Дверь закрылась. В коридоре
Дуглас пожал плечами и приник к новому стеклу.
– Ах, все фиолетовое!
Где-то через полчаса, играя в песочнице за домом, Дуглас услышал грохот и оглушительный звон. Он подскочил.
Минуту спустя на заднем крыльце появилась бабушка. В ее руках дрожал старый ремень для правки бритв.
– Дуглас! Сколько раз я тебе говорила: не играй в мяч возле дома!
– А я здесь сидел!
– запротестовал он.
– Иди посмотри, что ты наделал, противный мальчишка!
Большие куски оконного стекла, разбитые, радужным хаосом покрывали верхнюю площадку. Его мяч валялся среди обломков.
Прежде чем Дуглас успел сообщить о своей невиновности, на его спину обрушилась дюжина жгучих ударов. Как он ни пытался увернуться, ремень снова находил его.

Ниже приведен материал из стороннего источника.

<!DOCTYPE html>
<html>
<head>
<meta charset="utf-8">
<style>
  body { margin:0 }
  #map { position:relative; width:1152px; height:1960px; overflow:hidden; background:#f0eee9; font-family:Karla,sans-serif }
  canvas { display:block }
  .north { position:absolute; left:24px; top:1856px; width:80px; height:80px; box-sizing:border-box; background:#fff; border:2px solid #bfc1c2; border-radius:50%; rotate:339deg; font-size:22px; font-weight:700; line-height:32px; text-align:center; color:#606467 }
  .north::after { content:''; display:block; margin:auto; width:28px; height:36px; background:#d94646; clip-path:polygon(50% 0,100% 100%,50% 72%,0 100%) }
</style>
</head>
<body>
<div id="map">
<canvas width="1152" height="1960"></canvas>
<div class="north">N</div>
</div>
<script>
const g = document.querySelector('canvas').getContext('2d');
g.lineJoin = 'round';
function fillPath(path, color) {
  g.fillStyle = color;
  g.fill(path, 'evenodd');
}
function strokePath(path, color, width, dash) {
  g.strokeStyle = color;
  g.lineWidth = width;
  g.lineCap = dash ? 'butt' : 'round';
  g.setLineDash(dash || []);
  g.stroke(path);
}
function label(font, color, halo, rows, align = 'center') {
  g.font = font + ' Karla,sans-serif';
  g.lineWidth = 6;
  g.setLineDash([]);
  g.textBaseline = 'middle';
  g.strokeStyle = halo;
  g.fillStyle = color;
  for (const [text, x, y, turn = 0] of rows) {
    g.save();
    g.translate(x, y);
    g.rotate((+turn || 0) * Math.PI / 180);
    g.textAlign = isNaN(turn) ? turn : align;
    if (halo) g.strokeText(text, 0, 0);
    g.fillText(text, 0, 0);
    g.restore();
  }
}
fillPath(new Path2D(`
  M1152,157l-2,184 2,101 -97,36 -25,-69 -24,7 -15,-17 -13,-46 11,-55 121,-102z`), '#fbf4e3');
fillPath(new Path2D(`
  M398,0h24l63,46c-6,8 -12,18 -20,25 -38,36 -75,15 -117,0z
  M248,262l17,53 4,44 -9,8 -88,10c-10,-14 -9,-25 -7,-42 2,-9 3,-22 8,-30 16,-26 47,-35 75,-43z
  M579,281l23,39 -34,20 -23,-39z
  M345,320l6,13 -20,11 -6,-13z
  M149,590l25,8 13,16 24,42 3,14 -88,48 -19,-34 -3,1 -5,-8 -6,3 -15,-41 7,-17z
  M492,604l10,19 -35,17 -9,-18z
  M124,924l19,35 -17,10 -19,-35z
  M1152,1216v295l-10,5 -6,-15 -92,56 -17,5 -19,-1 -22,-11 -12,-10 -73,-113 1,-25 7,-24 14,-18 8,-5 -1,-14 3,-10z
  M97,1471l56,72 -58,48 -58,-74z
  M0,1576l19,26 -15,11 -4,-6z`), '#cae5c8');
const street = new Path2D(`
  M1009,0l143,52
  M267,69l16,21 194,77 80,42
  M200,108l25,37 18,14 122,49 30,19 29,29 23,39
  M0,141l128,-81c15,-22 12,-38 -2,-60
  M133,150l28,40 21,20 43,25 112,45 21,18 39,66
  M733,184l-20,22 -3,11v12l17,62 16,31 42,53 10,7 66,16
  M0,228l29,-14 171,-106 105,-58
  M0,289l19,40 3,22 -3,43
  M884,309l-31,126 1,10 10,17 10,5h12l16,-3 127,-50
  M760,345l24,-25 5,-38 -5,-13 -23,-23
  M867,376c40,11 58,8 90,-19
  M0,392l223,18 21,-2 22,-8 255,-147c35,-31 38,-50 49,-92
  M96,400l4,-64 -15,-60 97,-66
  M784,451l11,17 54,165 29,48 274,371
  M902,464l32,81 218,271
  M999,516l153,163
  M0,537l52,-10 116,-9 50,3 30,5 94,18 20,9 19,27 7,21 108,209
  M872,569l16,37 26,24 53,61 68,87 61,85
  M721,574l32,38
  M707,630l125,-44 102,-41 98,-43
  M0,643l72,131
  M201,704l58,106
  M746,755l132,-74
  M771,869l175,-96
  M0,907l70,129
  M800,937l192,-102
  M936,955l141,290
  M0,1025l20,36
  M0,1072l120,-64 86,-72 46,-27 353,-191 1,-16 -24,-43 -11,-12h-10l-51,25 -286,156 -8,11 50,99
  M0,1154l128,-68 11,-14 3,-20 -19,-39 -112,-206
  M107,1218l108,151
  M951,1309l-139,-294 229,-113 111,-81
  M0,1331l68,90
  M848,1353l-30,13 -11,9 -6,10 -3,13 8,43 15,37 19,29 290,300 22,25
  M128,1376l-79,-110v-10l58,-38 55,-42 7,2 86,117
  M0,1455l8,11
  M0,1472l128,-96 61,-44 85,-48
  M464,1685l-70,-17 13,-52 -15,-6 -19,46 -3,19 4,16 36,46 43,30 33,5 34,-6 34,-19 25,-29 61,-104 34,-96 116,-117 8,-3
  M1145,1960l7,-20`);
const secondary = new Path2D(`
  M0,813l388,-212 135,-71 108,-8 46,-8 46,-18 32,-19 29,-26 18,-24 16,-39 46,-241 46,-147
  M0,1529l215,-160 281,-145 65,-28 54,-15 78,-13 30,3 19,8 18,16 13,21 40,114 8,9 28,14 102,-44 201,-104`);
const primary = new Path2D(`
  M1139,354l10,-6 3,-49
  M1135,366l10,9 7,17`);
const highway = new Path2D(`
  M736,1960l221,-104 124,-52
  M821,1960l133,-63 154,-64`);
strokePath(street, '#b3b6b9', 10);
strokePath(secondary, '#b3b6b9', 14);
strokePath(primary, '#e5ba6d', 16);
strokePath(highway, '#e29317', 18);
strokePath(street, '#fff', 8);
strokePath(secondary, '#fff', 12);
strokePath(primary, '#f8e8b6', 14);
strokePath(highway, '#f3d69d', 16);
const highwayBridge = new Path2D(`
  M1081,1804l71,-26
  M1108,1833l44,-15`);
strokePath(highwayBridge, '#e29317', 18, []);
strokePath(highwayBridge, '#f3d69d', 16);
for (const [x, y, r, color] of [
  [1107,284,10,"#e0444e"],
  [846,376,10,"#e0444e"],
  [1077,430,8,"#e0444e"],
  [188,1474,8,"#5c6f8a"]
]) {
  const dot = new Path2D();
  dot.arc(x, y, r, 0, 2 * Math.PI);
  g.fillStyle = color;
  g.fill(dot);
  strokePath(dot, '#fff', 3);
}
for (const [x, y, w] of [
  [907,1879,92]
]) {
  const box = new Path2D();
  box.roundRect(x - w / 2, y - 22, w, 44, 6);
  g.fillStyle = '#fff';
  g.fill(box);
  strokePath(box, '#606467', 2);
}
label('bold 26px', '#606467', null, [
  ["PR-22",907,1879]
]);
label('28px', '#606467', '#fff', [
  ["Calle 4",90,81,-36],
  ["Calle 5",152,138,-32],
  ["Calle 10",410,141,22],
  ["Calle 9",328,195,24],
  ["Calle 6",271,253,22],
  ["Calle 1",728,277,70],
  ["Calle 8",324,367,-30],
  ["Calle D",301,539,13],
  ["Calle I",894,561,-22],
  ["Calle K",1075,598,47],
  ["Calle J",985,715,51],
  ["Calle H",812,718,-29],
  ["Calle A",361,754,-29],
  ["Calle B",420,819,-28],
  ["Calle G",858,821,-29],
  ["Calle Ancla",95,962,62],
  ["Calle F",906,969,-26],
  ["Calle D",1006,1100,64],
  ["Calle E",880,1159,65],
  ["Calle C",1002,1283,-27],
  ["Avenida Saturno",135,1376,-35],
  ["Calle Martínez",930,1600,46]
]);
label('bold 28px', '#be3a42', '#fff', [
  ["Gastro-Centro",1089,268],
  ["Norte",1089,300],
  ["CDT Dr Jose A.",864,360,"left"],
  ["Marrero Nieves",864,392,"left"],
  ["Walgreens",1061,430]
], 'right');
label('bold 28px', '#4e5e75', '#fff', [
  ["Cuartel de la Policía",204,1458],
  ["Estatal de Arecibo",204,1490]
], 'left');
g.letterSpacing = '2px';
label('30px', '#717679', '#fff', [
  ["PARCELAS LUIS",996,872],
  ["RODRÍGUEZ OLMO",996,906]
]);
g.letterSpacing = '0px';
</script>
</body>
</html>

Позже, спрятавшись в песок словно устрица, Дуглас лелеял свою ужасную боль. Он знал, кто кинул этот мяч. Человек с соломенной шляпой и застывшим зонтиком и холодной, серой комнатой. Да, да, да. У него текли слезы. Ну, погоди! Ну, погоди!
Он слышал, как бабушка вымела разбитое стекло. Она вынесла его на улицу и выбросила в мусорный ящик. Синие, розовые, желтые метеориты стекла сыпались, сверкая, вниз.
Когда она ушла, Дуглас, скуля, потащился спасать три куска необычного стекла. Мистеру Коберману не нравятся цветные стекла. Значит, - он позвенел ими в руках, - стоит их сохранить.
Каждый вечер дедушка возвращался из своей редакции газеты в пять часов, чуть раньше остальных жильцов. Когда в коридоре звучала медленная тяжелая поступь и громко стучала толстая, красного дерева трость, Дуглас бежал, чтобы прижаться к большому животу и посидеть на дедушкином колене, пока тот читал вечернюю газету.
– Привет, дед!
– Привет, там внизу!
– Бабушка сегодня опять потрошила цыплят. Так интересно смотреть!
– сказал Дуглас.
Дедушка ответил, не отрываясь от газеты:
– Цыплята уже во второй раз на этой неделе. Она цыплячья женщина. Тебе нравится смотреть, как она их потрошит, а? Хладнокровие с чуточкой перца! Ха!
– Просто я любопытный.
– Ты-то, - прогромыхал хмуро дедушка.
– Помнишь тот день, когда погибла девушка на вокзале. Ты просто подошел и смотрел на кровь и все остальное.
– Он засмеялся.
– Чудак. Оставайся таким же. И не бойся ничего, никогда ничего не бойся. Я думаю, ты унаследовал это от своего отца, ведь он военный, а ты был очень близок ему, пока не переехал сюда в прошлом году.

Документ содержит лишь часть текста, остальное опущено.